===== RECORDS FOR THIS TASK

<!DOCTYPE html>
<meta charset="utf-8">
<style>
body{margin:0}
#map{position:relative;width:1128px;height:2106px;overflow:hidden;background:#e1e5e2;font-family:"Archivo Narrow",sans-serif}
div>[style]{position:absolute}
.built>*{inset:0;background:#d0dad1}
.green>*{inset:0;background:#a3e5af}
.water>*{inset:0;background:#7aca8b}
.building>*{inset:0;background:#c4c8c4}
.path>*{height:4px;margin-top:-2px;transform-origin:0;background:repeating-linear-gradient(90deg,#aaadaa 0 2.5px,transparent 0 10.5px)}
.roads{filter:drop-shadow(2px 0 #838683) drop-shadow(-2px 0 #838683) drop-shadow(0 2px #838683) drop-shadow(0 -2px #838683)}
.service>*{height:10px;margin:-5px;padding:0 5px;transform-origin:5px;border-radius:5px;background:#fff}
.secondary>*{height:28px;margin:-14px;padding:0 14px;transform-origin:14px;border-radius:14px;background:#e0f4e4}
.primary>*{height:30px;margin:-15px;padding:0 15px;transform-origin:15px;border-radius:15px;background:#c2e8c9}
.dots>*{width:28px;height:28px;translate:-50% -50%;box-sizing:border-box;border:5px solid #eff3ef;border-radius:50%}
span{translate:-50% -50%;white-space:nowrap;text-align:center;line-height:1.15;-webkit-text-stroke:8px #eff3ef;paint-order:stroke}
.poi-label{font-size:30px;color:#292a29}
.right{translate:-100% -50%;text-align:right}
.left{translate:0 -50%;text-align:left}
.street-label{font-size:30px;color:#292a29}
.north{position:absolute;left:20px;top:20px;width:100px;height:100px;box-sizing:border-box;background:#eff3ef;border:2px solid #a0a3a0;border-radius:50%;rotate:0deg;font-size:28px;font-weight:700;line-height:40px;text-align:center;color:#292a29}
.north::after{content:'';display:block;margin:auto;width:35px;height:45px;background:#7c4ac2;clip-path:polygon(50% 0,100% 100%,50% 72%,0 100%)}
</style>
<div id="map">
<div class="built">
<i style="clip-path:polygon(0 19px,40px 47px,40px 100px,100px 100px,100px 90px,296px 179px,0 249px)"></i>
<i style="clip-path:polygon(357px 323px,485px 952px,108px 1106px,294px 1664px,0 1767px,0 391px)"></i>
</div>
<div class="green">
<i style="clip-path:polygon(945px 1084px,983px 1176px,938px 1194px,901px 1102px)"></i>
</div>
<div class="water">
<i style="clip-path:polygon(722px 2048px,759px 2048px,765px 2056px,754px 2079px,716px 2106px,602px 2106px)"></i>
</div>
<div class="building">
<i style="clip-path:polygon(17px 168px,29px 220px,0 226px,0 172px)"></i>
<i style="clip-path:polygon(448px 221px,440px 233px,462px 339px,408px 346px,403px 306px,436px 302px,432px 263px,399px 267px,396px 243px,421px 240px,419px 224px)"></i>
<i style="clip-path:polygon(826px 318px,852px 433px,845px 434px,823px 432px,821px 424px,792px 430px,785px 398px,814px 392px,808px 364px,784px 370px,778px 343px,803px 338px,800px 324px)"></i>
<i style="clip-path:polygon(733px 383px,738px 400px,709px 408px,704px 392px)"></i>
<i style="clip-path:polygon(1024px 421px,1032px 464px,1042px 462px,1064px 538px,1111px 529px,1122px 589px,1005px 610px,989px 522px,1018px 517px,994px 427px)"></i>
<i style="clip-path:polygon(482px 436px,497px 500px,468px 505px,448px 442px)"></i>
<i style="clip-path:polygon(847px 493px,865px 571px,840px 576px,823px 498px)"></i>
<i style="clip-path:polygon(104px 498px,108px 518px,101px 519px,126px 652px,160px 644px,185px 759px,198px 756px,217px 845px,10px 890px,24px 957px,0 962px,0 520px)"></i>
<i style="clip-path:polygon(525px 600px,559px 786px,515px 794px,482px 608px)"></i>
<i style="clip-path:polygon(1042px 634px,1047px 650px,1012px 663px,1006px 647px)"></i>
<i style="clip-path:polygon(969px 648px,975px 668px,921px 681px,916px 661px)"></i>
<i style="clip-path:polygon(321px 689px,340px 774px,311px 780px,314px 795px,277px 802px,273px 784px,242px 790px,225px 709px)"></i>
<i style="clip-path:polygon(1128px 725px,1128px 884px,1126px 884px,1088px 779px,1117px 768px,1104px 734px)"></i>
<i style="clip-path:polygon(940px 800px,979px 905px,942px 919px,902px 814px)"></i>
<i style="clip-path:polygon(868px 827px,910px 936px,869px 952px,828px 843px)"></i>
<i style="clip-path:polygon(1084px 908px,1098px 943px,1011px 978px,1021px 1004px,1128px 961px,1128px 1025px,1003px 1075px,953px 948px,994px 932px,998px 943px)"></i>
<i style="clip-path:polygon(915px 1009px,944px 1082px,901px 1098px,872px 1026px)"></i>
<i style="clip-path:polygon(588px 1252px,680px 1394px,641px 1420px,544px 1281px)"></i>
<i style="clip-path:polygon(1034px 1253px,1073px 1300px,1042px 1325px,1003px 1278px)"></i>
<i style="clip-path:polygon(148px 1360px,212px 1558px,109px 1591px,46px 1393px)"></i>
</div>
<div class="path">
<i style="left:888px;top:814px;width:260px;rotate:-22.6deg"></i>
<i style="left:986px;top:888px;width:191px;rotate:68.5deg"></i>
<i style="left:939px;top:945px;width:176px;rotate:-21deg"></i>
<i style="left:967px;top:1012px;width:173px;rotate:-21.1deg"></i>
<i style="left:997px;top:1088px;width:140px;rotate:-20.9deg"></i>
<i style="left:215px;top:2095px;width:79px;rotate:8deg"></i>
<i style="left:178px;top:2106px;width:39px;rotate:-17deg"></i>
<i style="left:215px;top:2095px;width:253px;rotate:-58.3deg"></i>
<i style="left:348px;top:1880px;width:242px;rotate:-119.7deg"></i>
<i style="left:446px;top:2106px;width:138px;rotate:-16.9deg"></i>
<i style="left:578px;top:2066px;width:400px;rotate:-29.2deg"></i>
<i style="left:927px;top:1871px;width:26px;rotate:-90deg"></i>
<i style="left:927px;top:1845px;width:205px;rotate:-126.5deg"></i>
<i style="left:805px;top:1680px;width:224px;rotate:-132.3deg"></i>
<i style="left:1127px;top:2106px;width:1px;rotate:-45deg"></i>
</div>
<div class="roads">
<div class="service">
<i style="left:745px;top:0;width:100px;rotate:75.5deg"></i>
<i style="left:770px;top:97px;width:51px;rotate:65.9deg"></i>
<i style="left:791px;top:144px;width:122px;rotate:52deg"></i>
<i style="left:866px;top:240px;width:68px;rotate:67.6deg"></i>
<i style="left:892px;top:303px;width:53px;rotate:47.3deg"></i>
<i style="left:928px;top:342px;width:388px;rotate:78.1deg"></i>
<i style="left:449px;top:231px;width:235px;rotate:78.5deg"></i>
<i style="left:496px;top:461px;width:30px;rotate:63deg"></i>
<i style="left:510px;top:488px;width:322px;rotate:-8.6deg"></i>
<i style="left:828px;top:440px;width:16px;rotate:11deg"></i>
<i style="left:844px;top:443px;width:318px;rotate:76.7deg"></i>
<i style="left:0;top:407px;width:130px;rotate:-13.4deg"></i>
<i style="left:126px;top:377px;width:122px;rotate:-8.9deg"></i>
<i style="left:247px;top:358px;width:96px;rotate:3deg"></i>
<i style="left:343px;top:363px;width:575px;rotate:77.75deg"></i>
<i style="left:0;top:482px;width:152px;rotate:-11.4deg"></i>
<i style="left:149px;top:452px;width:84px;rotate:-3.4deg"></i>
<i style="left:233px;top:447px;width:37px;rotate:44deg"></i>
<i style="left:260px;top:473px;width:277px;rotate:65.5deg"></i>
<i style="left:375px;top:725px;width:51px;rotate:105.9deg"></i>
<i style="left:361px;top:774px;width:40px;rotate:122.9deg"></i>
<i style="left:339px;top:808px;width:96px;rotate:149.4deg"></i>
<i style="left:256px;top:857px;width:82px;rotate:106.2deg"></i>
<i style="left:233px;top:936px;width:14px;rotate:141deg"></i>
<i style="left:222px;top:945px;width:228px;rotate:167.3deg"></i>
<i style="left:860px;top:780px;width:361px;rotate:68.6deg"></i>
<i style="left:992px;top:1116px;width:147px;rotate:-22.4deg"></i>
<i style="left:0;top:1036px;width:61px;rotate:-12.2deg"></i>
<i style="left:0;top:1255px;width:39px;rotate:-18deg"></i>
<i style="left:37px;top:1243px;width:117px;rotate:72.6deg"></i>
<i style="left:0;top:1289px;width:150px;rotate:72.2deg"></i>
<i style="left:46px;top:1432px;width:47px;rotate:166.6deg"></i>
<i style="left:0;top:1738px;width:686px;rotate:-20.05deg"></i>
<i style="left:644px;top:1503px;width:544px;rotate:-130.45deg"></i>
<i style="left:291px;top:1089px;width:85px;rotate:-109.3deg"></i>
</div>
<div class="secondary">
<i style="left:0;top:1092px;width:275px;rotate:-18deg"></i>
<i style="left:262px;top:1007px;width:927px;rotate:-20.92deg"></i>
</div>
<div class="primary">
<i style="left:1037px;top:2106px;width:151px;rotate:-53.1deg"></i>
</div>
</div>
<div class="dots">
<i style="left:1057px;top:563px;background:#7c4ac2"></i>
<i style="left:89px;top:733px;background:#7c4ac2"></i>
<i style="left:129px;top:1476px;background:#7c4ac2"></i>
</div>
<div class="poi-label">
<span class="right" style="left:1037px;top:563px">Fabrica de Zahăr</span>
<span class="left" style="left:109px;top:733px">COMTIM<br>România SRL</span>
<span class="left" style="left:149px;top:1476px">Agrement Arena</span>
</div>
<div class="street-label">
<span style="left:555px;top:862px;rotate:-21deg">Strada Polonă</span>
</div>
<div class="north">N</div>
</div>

==========

WHAT YOU SHOULD DO>
Set down the lines of the listing word for word, from its first line through the line containing "0 #838683) drop-shadow(-2px". Both of those lines belong in the answer, and no others do.

YOUR SOLUTION>
<!DOCTYPE html>
<meta charset="utf-8">
<style>
body{margin:0}
#map{position:relative;width:1128px;height:2106px;overflow:hidden;background:#e1e5e2;font-family:"Archivo Narrow",sans-serif}
div>[style]{position:absolute}
.built>*{inset:0;background:#d0dad1}
.green>*{inset:0;background:#a3e5af}
.water>*{inset:0;background:#7aca8b}
.building>*{inset:0;background:#c4c8c4}
.path>*{height:4px;margin-top:-2px;transform-origin:0;background:repeating-linear-gradient(90deg,#aaadaa 0 2.5px,transparent 0 10.5px)}
.roads{filter:drop-shadow(2px 0 #838683) drop-shadow(-2px 0 #838683) drop-shadow(0 2px #838683) drop-shadow(0 -2px #838683)}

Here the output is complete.